Foxglove, known botanically as Digitalis, is a species of biennial flowering plant in the figwort family. It blooms in the spring and summer producing tall flower spikes on strong stems with multiple blooms in the dozens on every stem. Grown in beds, borders and containers, foxglove is also cultivated for use in pharmaceutical products for heart ailments. Foxglove is hardy in USDA zones 4 through 8 and grown as an annual in climates beyond its natural zones.
Harvest foxglove blooms for cut arrangements and deadhead flowers in the summer and fall after they have gone to seed. If you do not want your foxglove to self-sow and spread, deadhead and discard the flower stalks as soon as the blooms begin to fade. Use clean sharp secateurs to make your cuts down at the base of the stalk at the crown of the plant.
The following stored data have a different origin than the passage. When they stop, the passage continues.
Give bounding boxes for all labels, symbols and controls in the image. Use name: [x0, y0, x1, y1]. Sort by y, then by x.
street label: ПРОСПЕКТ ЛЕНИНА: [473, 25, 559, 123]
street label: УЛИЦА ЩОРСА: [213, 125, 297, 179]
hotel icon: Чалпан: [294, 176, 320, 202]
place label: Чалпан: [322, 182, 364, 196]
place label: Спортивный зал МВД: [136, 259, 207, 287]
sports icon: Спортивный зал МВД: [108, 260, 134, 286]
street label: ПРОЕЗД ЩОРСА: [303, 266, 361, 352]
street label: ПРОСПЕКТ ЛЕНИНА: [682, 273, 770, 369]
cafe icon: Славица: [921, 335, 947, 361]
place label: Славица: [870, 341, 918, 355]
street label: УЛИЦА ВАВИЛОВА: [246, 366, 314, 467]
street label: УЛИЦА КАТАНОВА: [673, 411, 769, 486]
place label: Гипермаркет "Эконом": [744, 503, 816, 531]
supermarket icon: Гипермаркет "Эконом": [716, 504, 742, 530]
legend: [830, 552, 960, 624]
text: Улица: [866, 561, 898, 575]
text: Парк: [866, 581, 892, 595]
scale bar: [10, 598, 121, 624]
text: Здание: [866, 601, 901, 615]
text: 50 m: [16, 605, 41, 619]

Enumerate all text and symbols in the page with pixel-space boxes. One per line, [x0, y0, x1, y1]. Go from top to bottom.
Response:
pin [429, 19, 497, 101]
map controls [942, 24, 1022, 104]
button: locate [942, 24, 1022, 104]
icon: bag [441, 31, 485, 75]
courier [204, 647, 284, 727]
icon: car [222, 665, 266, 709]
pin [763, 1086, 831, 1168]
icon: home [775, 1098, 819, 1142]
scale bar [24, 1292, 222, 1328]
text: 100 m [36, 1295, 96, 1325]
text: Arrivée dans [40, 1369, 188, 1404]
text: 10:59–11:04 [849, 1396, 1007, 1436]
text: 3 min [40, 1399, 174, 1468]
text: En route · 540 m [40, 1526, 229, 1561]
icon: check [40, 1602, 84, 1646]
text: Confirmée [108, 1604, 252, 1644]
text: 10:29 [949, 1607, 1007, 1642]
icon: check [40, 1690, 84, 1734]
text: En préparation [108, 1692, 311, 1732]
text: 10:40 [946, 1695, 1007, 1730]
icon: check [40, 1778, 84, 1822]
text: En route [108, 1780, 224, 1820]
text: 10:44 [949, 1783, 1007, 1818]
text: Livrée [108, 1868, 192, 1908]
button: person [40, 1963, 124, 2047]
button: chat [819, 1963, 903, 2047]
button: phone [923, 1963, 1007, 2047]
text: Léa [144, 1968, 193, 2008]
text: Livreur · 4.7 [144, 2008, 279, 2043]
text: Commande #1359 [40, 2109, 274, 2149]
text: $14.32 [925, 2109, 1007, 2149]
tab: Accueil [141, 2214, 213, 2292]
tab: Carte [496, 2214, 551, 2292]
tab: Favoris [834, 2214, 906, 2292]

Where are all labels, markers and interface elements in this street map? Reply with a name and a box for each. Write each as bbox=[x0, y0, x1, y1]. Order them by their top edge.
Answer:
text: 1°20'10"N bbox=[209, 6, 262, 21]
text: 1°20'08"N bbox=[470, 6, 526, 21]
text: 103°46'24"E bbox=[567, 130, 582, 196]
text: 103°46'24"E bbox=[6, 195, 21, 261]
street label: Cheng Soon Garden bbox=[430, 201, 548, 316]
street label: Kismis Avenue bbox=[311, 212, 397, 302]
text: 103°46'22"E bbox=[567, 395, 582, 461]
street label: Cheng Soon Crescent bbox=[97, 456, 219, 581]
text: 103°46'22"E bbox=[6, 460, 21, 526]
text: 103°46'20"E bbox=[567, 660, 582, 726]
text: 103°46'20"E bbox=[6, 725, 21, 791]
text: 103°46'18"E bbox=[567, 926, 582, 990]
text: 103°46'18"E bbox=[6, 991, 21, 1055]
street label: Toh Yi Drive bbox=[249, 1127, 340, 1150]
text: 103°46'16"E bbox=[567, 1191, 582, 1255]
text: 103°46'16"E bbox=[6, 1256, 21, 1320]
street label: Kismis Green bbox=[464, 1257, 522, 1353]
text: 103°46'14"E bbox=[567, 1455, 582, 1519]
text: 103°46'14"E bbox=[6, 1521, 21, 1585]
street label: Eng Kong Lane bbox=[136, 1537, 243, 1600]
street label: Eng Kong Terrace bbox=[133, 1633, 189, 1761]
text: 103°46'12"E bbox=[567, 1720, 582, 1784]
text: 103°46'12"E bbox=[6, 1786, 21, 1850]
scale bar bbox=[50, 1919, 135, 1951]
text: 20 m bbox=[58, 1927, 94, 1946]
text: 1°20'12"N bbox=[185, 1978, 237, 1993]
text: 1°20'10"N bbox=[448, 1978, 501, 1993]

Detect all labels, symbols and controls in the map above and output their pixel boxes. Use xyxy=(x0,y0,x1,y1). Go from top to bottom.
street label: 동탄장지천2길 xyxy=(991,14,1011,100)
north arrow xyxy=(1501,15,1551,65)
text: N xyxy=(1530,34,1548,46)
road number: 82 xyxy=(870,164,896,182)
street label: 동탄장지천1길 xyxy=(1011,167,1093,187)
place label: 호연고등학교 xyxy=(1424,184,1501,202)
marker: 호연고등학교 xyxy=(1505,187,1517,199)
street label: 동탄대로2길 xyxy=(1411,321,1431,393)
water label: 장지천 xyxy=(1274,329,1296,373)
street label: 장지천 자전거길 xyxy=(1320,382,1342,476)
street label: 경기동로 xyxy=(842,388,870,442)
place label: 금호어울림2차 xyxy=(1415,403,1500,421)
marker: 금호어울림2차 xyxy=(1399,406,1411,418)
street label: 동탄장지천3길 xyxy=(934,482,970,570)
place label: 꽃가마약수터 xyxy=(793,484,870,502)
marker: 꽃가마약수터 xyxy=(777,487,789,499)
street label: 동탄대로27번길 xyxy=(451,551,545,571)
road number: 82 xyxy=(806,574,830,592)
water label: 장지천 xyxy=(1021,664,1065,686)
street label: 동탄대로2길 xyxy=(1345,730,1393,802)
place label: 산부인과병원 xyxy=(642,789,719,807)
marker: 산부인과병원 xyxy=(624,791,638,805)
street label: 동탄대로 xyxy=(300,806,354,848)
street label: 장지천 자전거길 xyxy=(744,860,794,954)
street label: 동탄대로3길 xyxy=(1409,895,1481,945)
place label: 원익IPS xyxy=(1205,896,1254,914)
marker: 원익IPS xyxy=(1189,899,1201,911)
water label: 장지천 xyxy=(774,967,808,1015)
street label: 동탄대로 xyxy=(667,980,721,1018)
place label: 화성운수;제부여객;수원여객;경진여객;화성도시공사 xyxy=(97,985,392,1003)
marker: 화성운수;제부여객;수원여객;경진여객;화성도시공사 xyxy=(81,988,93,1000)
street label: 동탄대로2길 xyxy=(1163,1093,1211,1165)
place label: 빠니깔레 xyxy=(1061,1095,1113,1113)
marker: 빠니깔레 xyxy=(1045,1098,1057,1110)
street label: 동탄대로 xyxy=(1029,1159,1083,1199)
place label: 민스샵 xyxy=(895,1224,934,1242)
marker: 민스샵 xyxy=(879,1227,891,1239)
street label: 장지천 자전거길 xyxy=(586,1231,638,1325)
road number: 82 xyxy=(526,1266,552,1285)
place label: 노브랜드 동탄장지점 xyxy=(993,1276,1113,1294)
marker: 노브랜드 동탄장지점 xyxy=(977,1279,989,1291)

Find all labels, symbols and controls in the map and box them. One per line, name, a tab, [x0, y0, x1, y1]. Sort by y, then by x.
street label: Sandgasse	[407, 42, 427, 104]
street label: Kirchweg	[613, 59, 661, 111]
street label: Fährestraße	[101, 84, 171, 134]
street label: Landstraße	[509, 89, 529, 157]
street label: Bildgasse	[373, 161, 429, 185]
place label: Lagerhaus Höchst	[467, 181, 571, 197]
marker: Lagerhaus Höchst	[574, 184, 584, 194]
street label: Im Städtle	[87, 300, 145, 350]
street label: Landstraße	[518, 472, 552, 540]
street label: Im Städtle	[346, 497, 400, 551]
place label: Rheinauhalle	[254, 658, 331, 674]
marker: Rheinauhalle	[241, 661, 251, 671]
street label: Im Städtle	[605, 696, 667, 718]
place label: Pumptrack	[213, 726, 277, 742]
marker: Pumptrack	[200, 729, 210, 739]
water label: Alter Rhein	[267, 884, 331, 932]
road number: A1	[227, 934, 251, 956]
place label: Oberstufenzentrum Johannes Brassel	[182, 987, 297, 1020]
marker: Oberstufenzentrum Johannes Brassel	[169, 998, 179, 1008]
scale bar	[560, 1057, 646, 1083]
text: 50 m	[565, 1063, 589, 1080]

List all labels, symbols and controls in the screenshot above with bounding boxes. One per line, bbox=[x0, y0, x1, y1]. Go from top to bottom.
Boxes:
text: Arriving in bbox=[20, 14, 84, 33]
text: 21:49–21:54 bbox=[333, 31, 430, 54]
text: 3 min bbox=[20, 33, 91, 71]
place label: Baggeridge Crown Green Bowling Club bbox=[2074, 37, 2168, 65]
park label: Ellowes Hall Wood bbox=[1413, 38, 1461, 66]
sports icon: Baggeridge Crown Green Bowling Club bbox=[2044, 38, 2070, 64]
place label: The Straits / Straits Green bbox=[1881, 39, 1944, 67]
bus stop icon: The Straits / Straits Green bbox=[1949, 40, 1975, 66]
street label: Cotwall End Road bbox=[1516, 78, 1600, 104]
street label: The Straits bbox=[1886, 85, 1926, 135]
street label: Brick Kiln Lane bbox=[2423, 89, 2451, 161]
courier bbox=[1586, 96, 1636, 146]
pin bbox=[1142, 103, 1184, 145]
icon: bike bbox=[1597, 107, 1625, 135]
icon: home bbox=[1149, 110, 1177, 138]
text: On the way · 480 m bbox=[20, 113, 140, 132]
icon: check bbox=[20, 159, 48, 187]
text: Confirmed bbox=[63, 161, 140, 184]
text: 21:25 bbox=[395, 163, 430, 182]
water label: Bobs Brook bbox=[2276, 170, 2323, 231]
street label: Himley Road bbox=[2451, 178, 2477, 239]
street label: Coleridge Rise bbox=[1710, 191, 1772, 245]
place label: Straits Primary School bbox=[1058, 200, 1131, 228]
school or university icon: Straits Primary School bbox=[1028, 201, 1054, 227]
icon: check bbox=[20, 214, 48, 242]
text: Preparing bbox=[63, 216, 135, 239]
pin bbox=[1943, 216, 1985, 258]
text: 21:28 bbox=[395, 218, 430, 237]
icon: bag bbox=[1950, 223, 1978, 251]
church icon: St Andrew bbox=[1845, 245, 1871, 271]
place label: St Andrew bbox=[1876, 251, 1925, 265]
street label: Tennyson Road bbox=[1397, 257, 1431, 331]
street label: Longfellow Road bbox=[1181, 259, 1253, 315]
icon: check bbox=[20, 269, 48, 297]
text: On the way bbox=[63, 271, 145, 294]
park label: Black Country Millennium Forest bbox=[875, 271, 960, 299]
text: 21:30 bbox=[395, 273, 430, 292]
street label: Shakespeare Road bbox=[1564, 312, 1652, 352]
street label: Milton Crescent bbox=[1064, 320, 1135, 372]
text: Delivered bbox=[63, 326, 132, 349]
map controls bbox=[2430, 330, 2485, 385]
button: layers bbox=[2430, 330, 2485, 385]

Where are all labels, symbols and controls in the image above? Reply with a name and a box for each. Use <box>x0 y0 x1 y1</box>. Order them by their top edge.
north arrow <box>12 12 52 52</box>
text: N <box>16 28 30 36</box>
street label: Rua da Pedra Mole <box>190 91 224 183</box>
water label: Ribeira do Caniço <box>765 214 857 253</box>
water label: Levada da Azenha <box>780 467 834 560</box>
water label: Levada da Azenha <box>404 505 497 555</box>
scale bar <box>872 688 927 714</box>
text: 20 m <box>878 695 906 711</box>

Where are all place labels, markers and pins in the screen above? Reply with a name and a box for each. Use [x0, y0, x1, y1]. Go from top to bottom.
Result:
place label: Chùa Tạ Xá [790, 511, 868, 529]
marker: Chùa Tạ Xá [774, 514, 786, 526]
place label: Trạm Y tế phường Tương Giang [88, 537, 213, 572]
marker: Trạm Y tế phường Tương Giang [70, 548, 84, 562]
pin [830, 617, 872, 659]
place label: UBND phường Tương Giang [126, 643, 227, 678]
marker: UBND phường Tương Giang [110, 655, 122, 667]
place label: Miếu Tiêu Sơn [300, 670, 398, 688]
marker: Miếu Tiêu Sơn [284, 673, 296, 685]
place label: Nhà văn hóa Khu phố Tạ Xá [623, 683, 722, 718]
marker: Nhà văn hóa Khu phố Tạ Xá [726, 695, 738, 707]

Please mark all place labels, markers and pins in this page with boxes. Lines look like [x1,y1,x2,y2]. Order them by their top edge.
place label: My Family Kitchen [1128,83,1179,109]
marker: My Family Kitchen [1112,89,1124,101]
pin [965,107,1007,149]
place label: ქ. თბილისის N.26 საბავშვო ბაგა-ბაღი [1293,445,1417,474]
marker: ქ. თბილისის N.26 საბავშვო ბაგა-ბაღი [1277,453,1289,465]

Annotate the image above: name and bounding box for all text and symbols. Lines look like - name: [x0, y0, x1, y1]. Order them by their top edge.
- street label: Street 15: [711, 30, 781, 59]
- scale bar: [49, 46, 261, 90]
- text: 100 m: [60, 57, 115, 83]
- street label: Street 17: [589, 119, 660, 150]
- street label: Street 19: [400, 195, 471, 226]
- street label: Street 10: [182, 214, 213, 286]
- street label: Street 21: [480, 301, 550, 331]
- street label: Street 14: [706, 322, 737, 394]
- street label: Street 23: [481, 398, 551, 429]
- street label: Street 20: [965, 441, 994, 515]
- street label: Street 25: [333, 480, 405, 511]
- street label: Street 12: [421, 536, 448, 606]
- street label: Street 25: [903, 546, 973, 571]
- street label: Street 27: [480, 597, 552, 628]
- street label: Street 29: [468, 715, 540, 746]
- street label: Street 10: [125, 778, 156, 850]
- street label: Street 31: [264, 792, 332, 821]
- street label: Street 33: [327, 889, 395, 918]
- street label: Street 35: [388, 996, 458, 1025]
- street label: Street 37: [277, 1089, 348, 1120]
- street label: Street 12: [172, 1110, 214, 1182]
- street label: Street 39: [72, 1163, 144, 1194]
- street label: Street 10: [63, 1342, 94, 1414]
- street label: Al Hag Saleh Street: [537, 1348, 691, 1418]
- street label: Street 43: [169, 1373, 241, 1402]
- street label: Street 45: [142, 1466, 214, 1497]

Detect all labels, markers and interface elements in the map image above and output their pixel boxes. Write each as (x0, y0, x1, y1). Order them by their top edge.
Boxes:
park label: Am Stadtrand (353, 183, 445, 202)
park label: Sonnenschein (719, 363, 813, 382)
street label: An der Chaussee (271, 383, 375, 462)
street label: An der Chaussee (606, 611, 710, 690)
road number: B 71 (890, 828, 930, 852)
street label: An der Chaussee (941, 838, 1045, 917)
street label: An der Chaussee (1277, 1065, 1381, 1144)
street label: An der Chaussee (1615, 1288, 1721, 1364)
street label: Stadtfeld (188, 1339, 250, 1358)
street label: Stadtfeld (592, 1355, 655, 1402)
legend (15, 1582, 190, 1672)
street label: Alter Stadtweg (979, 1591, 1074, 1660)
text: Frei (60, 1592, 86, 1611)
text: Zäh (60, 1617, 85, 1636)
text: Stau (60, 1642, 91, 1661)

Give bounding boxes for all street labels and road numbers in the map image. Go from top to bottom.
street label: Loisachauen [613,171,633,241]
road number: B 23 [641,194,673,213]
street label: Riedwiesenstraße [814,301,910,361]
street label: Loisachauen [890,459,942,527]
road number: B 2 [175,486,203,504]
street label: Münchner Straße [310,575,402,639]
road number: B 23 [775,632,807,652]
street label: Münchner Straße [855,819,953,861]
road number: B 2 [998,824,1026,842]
Prune back your foxglove in the fall after the first frost when all of the flowers are gone and the foliage is beginning to die back or look scruffy. In climates where the top foliage does not overwinter, shear down all of the dying foliage down to an inch or two above the crown of the plant. In warmer climates where the foliage does overwinter, prune away just the damaged or diseased foliage and spent bloom stalks leaving the healthy foliage in place.
Water your foxglove deeply in the fall several times before the first hard frost. Apply water at the base of the plant only and never overhead to reduce the risk of disease taking hold. This will fortify the soil and plant roots against dry winter conditions. Watering after pruning will also reduce stress on the plant.
Mulch around the foxglove foliage or over the sheared crown of the plant with an organic material in the fall after the first frost. Use compost, leaf mold, cocoa bean hulls or shredded bark for best effect. Mulch will hold warmth and moisture in the soil and keep down competitive and nuisance weeds.